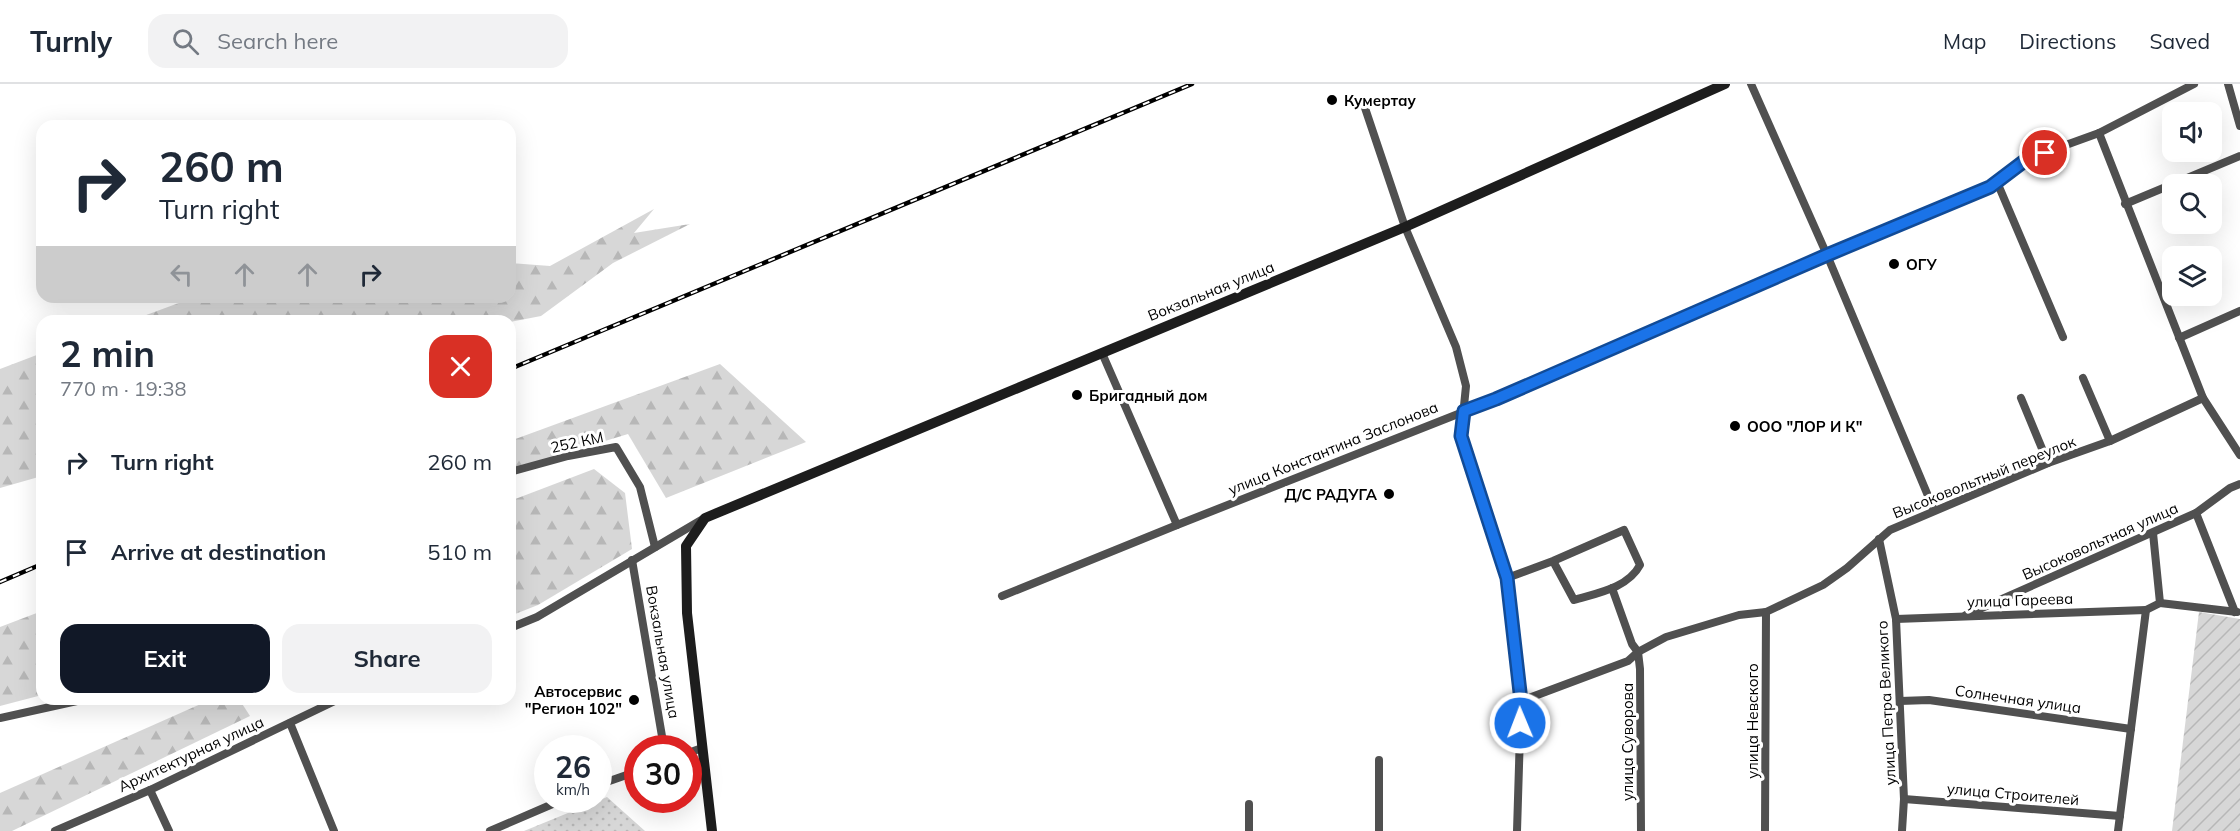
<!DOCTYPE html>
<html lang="en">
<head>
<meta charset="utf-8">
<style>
	:root { --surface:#fff; --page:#f2f2f3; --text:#1f2937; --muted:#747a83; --line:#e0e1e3; --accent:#111827 }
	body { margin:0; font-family:Mulish,sans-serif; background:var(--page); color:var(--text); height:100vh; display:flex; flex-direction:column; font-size:22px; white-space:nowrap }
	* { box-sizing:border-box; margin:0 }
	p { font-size:20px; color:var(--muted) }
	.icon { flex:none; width:33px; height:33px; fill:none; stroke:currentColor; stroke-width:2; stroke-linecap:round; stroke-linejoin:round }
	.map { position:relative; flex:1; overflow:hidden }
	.panel { position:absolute; left:36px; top:231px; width:480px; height:390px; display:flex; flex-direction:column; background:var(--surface); border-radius:18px; box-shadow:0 6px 24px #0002 }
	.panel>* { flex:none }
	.top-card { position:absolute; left:36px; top:36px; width:480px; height:183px; border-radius:18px; box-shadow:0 6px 24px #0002; background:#fff; color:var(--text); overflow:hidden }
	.buttons { position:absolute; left:2162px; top:18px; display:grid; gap:12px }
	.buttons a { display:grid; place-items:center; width:60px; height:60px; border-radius:12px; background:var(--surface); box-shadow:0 6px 24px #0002; font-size:30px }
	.speed { position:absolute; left:534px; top:651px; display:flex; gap:12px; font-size:30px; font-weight:700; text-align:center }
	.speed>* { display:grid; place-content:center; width:78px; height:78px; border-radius:50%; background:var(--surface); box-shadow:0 6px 24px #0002; line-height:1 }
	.speed small { font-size:15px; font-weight:400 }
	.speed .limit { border:9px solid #d22; background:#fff; color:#111 }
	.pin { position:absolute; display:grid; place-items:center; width:51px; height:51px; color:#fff; margin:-26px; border:3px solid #fff; border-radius:50%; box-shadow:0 2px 6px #0007 }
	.me { position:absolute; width:66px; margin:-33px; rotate:359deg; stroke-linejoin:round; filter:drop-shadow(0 0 4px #0008) }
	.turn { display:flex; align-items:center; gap:21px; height:126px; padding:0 24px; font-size:27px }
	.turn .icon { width:78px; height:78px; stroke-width:2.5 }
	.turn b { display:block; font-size:42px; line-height:51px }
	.lanes { display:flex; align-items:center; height:57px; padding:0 24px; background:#0003; justify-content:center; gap:30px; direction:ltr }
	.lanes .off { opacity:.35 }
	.round { display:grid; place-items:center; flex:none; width:63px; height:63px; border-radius:18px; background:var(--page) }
	.head { display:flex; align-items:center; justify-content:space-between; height:102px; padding:0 24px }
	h1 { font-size:36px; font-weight:700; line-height:45px }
	.button { display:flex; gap:12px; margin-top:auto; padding:12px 24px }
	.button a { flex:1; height:69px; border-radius:18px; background:var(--accent); color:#fff; font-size:24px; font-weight:700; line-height:69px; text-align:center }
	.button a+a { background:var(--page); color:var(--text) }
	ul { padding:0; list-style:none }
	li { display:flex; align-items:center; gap:18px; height:90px; padding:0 24px }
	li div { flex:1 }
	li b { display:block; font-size:22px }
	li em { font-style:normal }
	header { display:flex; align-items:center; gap:36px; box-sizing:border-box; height:84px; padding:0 30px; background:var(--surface); border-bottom:2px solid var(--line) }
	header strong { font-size:28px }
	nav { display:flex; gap:33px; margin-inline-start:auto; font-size:21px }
	.search { width:420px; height:54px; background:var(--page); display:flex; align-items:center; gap:15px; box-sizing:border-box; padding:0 21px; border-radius:18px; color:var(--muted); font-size:22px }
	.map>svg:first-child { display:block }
</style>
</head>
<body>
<header>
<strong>Turnly</strong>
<div class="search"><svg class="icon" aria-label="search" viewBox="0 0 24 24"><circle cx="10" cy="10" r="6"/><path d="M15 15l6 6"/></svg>Search here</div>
<nav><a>Map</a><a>Directions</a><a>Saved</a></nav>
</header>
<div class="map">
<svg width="2240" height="747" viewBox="0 0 2240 747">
	<defs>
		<pattern id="grass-dots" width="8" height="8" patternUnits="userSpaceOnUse" patternTransform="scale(1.5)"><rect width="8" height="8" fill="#d7d7d7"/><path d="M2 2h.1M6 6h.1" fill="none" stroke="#b7b7b7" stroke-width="1.8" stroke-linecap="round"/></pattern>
		<pattern id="forest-firs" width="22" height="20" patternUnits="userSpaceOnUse" patternTransform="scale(1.5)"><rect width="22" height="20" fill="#d7d7d7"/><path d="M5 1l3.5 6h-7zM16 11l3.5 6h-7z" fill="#b7b7b7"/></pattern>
		<pattern id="garden-furrows" width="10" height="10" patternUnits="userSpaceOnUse" patternTransform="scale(1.5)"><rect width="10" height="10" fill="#d7d7d7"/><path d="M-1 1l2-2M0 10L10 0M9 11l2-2" fill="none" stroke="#b7b7b7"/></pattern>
	</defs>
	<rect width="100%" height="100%" fill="#fff"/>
	<!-- grass -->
	<path fill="url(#grass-dots)" d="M607,713L645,747H524Z"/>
	<!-- forest -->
	<g fill="url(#forest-firs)">
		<path d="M654,125L634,149L690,140L613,179L541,232L510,238L130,237L195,213H510V179L550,182Z"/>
		<path d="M42,269V392L0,404V285Z"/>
		<path d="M720,280L806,358L666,414L628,350L510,386V357Z"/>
		<path d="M594,385L625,409L632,465L538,521L510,532V417Z"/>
		<path d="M42,527V611L0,622V543Z"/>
		<path d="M212,615H239L250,632L12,747H0V709Z"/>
	</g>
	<!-- garden -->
	<path fill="url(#garden-furrows)" d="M2199,528L2240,535V747H2172Z"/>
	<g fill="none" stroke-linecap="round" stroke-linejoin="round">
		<!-- street -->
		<g stroke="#505050" stroke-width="8">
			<path d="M1751,0L1827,171L1934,426"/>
			<path d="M2228,0L2240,42"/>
			<path d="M1365,24L1405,143L1456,263L1466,302L1461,352L1507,494L1521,617L1517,747"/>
			<path d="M2099,49L2203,314L2240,371"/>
			<path d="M1997,98L2063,253"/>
			<path d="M2125,120L2240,72"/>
			<path d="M2179,254L2240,227"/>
			<path d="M1102,269L1177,441"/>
			<path d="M2083,294L2110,357"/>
			<path d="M2021,314L2048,379"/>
			<path d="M510,388L568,372L616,363L640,403L655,463"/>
			<path d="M2196,429L2235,528"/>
			<path d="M1879,455L1896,535L1904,715L1902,747"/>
			<path d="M632,476L664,664"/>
			<path d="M1507,494L1553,477L1624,446L1640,481C1628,504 1597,509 1574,516L1553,477"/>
			<path d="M1612,504L1632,560L1638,568L1640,585L1641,747"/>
			<path d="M1002,512L1177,441L1496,315L1827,171L1990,103L2027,75L2099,49L2194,0"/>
			<path d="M2160,519L2237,528"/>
			<path d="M1966,531L2196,429L2230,404L2240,400"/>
			<path d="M1896,535L2146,526"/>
			<path d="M510,544L537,533L703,435"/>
			<path d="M315,615L327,620"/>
			<path d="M1521,617L1628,577L1638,568L1666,553L1739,531L1766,528L1823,501L1847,484L1890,446L2048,379L2110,357L2203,314"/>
			<path d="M1900,617L1929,616L2131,645"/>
			<path d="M0,634L86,615"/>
			<path d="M290,639L334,747"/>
			<path d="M688,669L702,664"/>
			<path d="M598,701L638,687"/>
			<path d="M150,706L169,747"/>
			<path d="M1904,715L2120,732"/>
			<path d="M55,747L150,706L339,615"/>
			<path d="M490,747L562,716"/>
			<path d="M1249,747V720"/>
			<path d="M1379,747V676"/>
			<path d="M1765,747L1766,528"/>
			<path d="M2118,747L2146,526L2160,519L2153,449"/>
		</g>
		<!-- secondary -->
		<path stroke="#1d1d1d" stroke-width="10" d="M712,747L687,529L686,462L705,434L1405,143L1725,0"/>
		<defs>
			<g id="rail">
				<path d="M510,285L1192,0"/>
				<path d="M0,498L42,480"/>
			</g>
		</defs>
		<!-- rail casing -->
		<use href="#rail" stroke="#000" stroke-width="4.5"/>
		<!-- rail -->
		<use href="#rail" stroke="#fff" stroke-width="2" stroke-dasharray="7" stroke-linecap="butt"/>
	</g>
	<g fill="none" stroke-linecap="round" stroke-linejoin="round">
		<defs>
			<path id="route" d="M1520,639L1521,617L1507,494L1461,352L1464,327L1496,315L1827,171L1990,103L2027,75L2045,69"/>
		</defs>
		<!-- route casing -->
		<use href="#route" stroke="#114b97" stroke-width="15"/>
		<!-- route -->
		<use href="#route" stroke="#1a73e8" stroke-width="10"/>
	</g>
	<!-- markers -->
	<g fill="#000" stroke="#fff" stroke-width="2">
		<circle cx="1332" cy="16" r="6"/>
		<circle cx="1894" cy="180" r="6"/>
		<circle cx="1077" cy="311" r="6"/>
		<circle cx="1735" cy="342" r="6"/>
		<circle cx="1389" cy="410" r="6"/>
		<circle cx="634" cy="616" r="6"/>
	</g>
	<g text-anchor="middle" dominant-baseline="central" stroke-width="6" stroke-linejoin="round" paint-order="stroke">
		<!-- poi labels -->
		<g font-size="15" font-weight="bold" fill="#000" stroke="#fff" text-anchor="start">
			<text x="1344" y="16">Кумертау</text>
			<text x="1906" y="180">ОГУ</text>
			<text x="1089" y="311">Бригадный дом</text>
			<text x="1747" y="342">ООО "ЛОР И К"</text>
			<text x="1377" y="410" text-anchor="end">Д/С РАДУГА</text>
			<text x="622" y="607" text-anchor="end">Автосервис<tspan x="622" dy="17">"Регион 102"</tspan></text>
		</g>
		<!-- street labels -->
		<g font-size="15" fill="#000" stroke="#fff">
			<text transform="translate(1211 207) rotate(-22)">Вокзальная улица</text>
			<text transform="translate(577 358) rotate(-12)">252 КМ</text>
			<text transform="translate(1333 364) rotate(-22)">улица Константина Заслонова</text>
			<text transform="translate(1984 393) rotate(-22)">Высоковольтный переулок</text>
			<text transform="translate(2100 457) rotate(-24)">Высоковольтная улица</text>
			<text transform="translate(2020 516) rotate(-2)">улица Гареева</text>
			<text transform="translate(663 568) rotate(80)">Вокзальная улица</text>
			<text transform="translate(2018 615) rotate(8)">Солнечная улица</text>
			<text transform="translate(1886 619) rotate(-93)">улица Петра Великого</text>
			<text transform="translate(1752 637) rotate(-90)">улица Невского</text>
			<text transform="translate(1627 658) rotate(-90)">улица Суворова</text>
			<text transform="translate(191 670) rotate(-25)">Архитектурная улица</text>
			<text transform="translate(2013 710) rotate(5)">улица Строителей</text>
		</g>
	</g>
</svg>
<div class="buttons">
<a><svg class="icon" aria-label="sound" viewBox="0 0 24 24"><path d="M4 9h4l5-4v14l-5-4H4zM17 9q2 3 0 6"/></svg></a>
<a><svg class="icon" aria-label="search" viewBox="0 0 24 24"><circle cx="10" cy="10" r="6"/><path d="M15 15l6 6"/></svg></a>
<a><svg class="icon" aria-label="layers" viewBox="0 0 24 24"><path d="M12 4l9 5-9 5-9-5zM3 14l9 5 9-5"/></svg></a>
</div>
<div class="speed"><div>26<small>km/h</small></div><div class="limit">30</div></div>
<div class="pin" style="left:2045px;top:69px;background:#d93025"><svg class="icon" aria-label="arrive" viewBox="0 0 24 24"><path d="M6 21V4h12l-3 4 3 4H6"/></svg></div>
<svg class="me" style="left:1520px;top:639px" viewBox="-20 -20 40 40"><circle r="17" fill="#1a73e8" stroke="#fff" stroke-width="3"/><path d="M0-11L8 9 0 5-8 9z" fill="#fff"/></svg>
<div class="top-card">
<div class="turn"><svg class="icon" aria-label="right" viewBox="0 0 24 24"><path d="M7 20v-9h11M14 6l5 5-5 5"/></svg><div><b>260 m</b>Turn right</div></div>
<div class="lanes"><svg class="icon off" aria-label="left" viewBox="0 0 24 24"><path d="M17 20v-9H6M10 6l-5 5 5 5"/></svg><svg class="icon off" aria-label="ahead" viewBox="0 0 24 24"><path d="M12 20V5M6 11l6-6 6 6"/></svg><svg class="icon off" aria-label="ahead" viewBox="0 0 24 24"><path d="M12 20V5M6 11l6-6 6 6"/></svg><svg class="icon" aria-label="right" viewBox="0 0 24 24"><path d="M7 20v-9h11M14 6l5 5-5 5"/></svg></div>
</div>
<section class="panel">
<div class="head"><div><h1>2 min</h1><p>770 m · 19:38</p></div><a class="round" style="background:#d93025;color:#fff"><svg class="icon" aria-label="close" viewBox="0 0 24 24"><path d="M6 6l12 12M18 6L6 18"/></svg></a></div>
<ul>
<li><svg class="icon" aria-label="right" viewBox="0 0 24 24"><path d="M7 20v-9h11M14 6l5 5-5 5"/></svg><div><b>Turn right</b></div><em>260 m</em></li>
<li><svg class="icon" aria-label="arrive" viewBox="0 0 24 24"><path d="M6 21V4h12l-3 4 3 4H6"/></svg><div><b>Arrive at destination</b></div><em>510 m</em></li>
</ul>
<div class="button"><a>Exit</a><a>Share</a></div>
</section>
</div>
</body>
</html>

What is being asked: From the records above, copy out the line with "position:absolute; width:66px; margin:-33px;", the line with "display:flex; align-items:center; gap:21px;", and every line between them, word for word.

Result for this exercise:
	.me { position:absolute; width:66px; margin:-33px; rotate:359deg; stroke-linejoin:round; filter:drop-shadow(0 0 4px #0008) }
	.turn { display:flex; align-items:center; gap:21px; height:126px; padding:0 24px; font-size:27px }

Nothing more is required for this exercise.